Sporting director Todt has moulded the team into a slick unit and Brawn provides the brains. His attention to detail is legendary and as a strategist he is without equal. Byrne designs the cars and has made the most of the rigid rules that now govern Grand Prix racing. In the current scheme of things designers are as important as the men who drive their creations. If McLaren’s Adrian Newey is the Schumacher of designers then Byrne is not far behind.
The vital ingredient is Schumacher. Like all great champions he is single-minded and selfish. He might not be as popular in Italy as Ferrari drivers in years gone by (learning Italian might help) but he has the team working for him and, so it seems, for him alone. He is not paid 20-million a year to come second. He makes sure everyone else is aware of that too.

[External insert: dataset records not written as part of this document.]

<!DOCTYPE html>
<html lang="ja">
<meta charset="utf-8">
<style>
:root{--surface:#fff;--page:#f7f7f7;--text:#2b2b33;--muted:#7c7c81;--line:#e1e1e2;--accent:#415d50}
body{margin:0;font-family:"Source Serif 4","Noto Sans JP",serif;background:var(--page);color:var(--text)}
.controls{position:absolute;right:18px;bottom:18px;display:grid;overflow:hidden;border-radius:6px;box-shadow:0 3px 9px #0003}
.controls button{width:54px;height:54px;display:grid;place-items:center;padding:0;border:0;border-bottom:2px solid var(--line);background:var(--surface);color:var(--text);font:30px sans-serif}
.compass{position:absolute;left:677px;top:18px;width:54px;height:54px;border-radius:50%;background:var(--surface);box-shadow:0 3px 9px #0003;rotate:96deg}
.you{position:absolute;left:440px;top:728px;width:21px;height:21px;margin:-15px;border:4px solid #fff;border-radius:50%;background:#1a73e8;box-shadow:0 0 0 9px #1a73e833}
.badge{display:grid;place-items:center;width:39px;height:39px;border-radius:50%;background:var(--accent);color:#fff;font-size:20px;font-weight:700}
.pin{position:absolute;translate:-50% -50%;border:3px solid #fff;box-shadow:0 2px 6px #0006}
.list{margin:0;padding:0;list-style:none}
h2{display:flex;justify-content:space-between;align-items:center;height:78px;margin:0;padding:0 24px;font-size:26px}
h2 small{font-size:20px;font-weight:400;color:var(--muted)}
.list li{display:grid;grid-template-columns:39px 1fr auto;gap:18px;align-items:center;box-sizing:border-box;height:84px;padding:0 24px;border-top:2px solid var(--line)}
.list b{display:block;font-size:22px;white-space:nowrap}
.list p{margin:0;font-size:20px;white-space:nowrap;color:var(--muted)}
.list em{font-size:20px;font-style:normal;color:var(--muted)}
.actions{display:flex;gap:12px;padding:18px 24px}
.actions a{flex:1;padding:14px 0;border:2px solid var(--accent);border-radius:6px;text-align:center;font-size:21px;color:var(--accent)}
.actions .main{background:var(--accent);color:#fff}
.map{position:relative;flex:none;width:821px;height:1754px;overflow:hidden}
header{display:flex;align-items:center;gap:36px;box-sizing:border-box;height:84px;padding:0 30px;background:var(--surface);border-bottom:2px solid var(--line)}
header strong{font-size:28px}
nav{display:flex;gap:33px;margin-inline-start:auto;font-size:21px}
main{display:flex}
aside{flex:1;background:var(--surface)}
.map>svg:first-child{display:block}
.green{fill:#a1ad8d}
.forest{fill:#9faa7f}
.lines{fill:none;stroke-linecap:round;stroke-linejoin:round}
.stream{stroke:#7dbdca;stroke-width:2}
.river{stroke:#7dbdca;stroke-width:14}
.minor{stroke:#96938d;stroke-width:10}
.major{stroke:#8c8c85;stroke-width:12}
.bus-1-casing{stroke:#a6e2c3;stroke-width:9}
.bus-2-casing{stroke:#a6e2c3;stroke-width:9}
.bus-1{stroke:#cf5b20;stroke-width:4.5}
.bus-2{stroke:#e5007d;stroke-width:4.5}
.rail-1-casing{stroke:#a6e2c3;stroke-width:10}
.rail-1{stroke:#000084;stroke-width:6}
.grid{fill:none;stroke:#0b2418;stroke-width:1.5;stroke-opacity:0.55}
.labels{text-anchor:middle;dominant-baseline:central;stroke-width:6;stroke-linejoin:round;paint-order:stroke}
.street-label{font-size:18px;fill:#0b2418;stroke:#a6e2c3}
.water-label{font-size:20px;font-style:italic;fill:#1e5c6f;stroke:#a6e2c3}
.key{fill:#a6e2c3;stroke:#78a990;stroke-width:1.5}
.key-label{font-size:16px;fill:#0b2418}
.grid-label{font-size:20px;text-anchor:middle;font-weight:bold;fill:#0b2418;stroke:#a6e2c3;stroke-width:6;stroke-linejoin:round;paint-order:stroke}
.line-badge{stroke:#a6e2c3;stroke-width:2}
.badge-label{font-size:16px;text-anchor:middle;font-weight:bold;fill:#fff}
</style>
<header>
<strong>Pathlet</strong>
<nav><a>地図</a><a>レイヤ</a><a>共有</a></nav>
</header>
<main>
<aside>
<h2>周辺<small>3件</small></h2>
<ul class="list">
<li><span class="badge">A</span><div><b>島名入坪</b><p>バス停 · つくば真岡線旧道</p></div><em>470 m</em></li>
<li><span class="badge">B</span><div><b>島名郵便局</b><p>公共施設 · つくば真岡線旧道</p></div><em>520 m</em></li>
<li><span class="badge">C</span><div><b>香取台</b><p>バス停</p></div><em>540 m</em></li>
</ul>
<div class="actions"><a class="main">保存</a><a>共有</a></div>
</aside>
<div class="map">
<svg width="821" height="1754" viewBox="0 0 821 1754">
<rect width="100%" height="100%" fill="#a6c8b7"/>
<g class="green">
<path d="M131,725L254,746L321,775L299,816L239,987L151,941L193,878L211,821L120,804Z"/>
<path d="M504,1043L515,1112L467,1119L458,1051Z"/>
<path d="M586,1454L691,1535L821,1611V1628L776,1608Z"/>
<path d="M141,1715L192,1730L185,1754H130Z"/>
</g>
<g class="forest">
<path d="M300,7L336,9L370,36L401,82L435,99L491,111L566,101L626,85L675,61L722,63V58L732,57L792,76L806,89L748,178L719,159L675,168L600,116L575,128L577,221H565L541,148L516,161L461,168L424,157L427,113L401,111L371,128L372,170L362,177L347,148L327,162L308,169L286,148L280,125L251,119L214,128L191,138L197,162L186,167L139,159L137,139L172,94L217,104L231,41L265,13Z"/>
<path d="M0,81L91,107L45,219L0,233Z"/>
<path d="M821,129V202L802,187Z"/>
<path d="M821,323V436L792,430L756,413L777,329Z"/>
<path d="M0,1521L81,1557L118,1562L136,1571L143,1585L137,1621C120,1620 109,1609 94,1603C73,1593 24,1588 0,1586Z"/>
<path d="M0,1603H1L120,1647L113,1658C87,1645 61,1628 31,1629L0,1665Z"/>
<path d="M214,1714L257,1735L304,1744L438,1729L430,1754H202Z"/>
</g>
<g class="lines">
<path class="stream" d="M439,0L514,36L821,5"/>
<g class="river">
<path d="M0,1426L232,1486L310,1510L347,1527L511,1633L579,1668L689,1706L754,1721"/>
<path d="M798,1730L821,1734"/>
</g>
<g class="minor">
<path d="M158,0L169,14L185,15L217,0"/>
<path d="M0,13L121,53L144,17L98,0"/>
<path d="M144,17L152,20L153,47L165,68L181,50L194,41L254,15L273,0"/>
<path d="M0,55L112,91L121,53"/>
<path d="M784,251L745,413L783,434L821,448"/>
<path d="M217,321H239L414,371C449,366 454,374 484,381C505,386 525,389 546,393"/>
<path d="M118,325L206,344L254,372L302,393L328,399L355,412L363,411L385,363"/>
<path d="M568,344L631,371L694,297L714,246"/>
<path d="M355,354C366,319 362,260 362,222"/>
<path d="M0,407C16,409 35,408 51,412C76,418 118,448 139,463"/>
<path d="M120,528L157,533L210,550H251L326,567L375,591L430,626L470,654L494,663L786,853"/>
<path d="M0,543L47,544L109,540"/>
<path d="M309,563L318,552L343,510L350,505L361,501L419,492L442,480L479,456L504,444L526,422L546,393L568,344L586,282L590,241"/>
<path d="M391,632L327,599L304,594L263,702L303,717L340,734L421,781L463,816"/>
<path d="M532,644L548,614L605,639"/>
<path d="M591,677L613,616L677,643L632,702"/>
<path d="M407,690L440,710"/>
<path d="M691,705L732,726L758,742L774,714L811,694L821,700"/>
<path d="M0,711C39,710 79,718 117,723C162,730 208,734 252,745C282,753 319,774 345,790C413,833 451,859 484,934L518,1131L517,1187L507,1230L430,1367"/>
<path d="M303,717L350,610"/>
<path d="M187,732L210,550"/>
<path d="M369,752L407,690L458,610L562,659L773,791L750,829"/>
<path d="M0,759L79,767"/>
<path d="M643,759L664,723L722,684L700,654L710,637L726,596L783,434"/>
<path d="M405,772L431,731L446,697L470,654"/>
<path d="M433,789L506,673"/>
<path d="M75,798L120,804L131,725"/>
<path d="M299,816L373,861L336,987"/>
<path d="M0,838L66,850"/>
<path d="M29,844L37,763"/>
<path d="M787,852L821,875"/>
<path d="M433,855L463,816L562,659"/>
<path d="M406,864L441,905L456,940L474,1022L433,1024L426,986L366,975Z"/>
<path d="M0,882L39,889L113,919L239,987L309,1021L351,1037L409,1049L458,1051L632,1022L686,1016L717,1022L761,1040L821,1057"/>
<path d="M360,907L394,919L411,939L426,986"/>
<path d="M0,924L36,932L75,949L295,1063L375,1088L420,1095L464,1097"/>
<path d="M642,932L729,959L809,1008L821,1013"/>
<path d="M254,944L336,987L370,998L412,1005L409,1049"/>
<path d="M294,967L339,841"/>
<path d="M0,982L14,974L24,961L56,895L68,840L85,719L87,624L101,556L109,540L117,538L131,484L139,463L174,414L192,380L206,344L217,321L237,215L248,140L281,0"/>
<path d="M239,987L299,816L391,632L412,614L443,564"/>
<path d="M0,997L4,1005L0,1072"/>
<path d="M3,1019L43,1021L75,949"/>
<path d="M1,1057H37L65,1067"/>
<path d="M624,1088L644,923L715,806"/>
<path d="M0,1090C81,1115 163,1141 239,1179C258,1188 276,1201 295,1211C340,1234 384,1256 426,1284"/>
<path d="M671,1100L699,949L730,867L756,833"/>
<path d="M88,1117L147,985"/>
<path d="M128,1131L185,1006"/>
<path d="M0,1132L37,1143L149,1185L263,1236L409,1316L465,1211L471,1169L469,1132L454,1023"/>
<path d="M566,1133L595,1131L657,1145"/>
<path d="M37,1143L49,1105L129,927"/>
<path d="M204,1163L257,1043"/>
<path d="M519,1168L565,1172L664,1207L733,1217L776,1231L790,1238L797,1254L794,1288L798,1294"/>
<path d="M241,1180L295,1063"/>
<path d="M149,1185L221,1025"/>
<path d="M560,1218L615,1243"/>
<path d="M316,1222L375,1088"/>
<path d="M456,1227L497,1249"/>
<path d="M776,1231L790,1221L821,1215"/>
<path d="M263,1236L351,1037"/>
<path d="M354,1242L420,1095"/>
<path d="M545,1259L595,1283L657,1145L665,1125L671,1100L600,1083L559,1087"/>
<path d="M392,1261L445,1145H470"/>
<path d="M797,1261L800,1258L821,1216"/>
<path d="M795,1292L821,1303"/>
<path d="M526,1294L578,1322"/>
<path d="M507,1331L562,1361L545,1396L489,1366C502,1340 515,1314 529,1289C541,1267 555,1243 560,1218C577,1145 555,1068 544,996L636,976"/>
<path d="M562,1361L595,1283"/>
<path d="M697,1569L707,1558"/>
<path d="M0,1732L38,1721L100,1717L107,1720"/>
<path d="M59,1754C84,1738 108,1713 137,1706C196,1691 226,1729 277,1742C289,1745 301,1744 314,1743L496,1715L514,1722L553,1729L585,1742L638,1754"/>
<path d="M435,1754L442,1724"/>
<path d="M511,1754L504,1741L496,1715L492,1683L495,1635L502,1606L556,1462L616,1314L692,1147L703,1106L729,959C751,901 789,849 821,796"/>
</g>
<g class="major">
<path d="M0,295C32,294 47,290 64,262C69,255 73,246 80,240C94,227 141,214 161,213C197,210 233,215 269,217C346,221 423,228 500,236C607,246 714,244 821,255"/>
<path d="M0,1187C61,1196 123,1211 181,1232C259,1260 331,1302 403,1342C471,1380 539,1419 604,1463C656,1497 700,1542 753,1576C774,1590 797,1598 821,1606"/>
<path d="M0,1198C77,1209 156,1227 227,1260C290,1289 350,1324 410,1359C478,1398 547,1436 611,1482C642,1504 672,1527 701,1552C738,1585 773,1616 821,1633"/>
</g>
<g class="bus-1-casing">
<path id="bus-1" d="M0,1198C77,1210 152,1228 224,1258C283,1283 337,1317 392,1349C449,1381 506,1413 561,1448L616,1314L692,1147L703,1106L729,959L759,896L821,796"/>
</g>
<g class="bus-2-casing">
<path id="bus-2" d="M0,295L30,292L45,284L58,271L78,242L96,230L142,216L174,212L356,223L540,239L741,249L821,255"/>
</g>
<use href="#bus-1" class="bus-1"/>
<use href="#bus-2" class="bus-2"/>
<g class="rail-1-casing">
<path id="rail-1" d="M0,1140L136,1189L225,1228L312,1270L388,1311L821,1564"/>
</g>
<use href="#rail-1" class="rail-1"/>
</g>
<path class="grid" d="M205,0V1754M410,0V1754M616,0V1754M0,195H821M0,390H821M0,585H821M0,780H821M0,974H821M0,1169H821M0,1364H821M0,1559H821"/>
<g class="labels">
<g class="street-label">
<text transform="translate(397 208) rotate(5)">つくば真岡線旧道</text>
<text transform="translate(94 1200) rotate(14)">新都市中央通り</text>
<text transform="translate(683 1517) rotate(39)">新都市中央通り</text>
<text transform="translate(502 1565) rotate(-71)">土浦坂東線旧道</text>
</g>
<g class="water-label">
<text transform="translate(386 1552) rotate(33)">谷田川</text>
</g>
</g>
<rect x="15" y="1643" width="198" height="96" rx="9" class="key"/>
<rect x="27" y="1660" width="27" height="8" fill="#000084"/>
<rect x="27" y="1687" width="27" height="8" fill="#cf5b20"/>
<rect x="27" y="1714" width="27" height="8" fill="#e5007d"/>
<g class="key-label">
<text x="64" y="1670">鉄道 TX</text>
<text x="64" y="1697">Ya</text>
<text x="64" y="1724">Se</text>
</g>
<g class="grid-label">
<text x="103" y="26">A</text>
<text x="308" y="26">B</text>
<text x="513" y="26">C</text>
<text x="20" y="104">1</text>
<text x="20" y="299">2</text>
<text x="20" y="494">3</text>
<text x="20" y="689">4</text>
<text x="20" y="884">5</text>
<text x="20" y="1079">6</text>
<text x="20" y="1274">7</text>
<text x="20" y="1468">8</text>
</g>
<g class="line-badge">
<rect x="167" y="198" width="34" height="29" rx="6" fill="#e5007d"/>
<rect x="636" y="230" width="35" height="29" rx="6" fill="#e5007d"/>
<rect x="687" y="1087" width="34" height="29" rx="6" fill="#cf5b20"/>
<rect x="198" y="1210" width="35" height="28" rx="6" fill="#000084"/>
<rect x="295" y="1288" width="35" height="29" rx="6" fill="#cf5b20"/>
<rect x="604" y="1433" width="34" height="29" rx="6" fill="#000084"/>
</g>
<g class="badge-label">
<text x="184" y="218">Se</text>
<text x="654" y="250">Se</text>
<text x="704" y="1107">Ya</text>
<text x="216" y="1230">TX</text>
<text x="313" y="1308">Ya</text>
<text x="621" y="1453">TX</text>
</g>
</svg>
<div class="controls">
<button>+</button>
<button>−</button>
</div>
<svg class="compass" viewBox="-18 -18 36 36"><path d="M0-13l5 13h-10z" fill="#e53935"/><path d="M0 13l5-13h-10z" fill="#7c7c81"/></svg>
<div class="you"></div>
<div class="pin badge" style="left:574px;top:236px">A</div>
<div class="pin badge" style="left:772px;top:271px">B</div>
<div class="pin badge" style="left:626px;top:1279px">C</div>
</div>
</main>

Rubens Barrichello talked of having equal status when he joined Ferrari at the beginning of last year but that was all it was talk. His job is to defend Schumacher and pick up the pieces should the German not be around at the finish. Eddie Irvine described partnering Schumacher as like being “hit over the head with a cricket bat” and even as the Ulsterman challenged for the championship at the end of 1999 the Ferrari number one returned from injury and made it quite clear he was the main man.
That Schumacher is the best driver of his generation is without question. He is the only man in recent history to win the championship without having the best car underneath him (Benetton and Ferrari); he is also the most driven. Alain Prost’s record of 51 Grand Prix victories is in his sights (he’s on 44) and if he wins another title he will equal the Frenchman on four and be within one of the legendary Juan Manuel Fangio.
Schumacher’s place in history is assured but this is a man who, when he leaves the sport, wants his name all over the record books like a rash. This will guarantee that Ferrari do not drop the ball when it comes to defending the title. At the moment the German’s plans beyond next year are unknown but Ferrari will be desperate not to lose him.
In the past Ferrari have enjoyed short-lived success. After every triumph came a fall not always of their own making but a fall nonetheless. This time it will be different. A new professionalism has gripped Maranello and falling from the top of the pile is not an option. This is New Ferrari, a team who have reinvented themselves and become more successful by abandoning their long-held beliefs. Hell, the cars aren’t even scarlet any more but are dressed in the corporate red of sponsors Marlboro.
Were Enzo Ferrari, the company’s founder who died in 1988, alive today he would not recognise the team after their transformation. The name may still be Ferrari but things have certainly changed and that might just be the key to their continued success.